How could the dolphin afford to buy a house? He prawned everything.
"Mommy, all the kids at school say I'm a werewolf! Is that true?" "No, of course not. Now shut up and comb your face."
What does an octopus wear on a cold day? A coat of arms.
What was the name of the film about a killer lion that swam underwater? Claws.
A horse and a rabbit are playing in a meadow. The horse falls into a mud hole and is sinking. He calls to the rabbit to go and get the farmer to help pull him out to safety. The rabbit runs to the farm but the farmer can’t be found. He drives the farmer’s Mercedes back to the mud hole and ties some rope around the bumper. He then throws the other end of the rope to his friend, the horse, and drives the car forward saving him from sinking! A few days later, the rabbit and horse were playing in the meadow again and the rabbit fell into the mud hole. The rabbit yelled to the horse to go and get some help from the farmer. The horse said, “I think I can stand over the hole!” So he stretched over the width of the hole and said, “Grab for my dick and pull yourself up.” And the rabbit did and pulled himself to safety. The moral of the story: If you are hung like a horse, you don’t need a Mercedes!
When does a female deer need money? When she doesnt have a buck.
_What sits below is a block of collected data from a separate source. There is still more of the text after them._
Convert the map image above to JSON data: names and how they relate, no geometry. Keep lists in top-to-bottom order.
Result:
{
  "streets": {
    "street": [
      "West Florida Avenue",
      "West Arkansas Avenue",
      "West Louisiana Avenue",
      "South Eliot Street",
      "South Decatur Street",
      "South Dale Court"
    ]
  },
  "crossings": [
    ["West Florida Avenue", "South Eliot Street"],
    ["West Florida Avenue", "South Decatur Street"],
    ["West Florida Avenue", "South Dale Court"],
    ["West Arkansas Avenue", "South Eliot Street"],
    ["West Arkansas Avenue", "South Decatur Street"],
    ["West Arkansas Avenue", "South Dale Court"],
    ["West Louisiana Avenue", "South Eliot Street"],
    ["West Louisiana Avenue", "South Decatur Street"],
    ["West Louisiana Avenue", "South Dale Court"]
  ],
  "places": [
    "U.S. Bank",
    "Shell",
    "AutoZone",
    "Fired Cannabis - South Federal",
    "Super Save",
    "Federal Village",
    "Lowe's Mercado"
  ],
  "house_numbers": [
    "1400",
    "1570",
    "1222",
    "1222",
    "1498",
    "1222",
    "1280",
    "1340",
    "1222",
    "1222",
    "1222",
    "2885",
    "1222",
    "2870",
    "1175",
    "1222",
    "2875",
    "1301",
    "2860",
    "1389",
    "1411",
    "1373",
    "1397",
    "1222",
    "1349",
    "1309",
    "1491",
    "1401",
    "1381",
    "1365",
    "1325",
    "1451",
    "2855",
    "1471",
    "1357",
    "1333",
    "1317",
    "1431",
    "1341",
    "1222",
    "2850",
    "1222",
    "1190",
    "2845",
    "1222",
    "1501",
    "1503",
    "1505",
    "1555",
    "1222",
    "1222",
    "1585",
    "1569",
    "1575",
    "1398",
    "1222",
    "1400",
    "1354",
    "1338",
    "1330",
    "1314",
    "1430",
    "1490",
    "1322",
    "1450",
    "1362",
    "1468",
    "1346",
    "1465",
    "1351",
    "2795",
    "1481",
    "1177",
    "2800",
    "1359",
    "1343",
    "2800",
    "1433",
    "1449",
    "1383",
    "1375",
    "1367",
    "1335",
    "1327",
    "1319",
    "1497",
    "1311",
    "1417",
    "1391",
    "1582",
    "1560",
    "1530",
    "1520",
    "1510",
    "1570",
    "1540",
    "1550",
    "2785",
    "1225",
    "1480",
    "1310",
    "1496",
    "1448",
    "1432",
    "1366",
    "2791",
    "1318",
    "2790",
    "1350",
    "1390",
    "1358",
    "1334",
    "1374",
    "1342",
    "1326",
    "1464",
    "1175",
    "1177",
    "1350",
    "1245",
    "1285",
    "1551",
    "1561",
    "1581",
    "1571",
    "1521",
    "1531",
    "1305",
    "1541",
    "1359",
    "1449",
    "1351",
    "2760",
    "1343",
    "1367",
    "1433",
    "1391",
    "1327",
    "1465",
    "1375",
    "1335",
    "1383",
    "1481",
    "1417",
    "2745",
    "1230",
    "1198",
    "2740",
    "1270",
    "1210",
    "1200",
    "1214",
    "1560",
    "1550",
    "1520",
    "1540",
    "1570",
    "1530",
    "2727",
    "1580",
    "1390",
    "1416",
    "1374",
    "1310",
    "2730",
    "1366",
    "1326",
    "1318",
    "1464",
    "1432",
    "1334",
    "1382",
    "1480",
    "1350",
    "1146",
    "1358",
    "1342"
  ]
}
I can teach my cat any trick he wants to do!
How do elephants hide in the jungle? Paint their balls red and pretend they are cherries! What's the loudest noise in the jungle? Monkeys eating cherries...
How did cows feel when the branding iron was invented? They were very impressed.
How do you shoot a great white shark? Hold his nose until he turns blue and then you shoot him with a blue shark spear gun.
A bloke's wife goes missing while diving off the West Australian coast. He reports the event, searches fruitlessly and spends a terrible night wondering what could have happened to her. Next morning there's a knock at the door and he is confronted by a couple of policemen, the old Sarge and a younger Constable. The Sarge says, "Mate, we have some news for you, unfortunately some really bad news, but, some good news, and maybe some more good news". "Well," says the bloke, "I guess I'd better have the bad news first." The Sarge says, "I'm really sorry mate, but your wife is dead. Young Bill here found her lying at about five fathoms in a little cleft in the reef. He got a line around her and we pulled her up, but she was dead." The bloke is naturally pretty distressed to hear of this and has a bit of a turn. But after a few minutes he pulls himself together and asks what the good news is. The Sarge says, "Well when we got your wife up there were quite a few really good sized crayfish and a swag of nice crabs attached to her, so we've brought you your share." He hands the bloke a sugar bag with a couple of nice crays and four or five crabs in it. "Geez, thanks. They're bloody beauties. I guess it's an ill wind and all that... so what's the other possible good news?" "Well", the Sarge says, "if you fancy a quick trip, me and young Bill here get off duty at around 11 o'clock and we're gonna shoot over there and pull her up again!"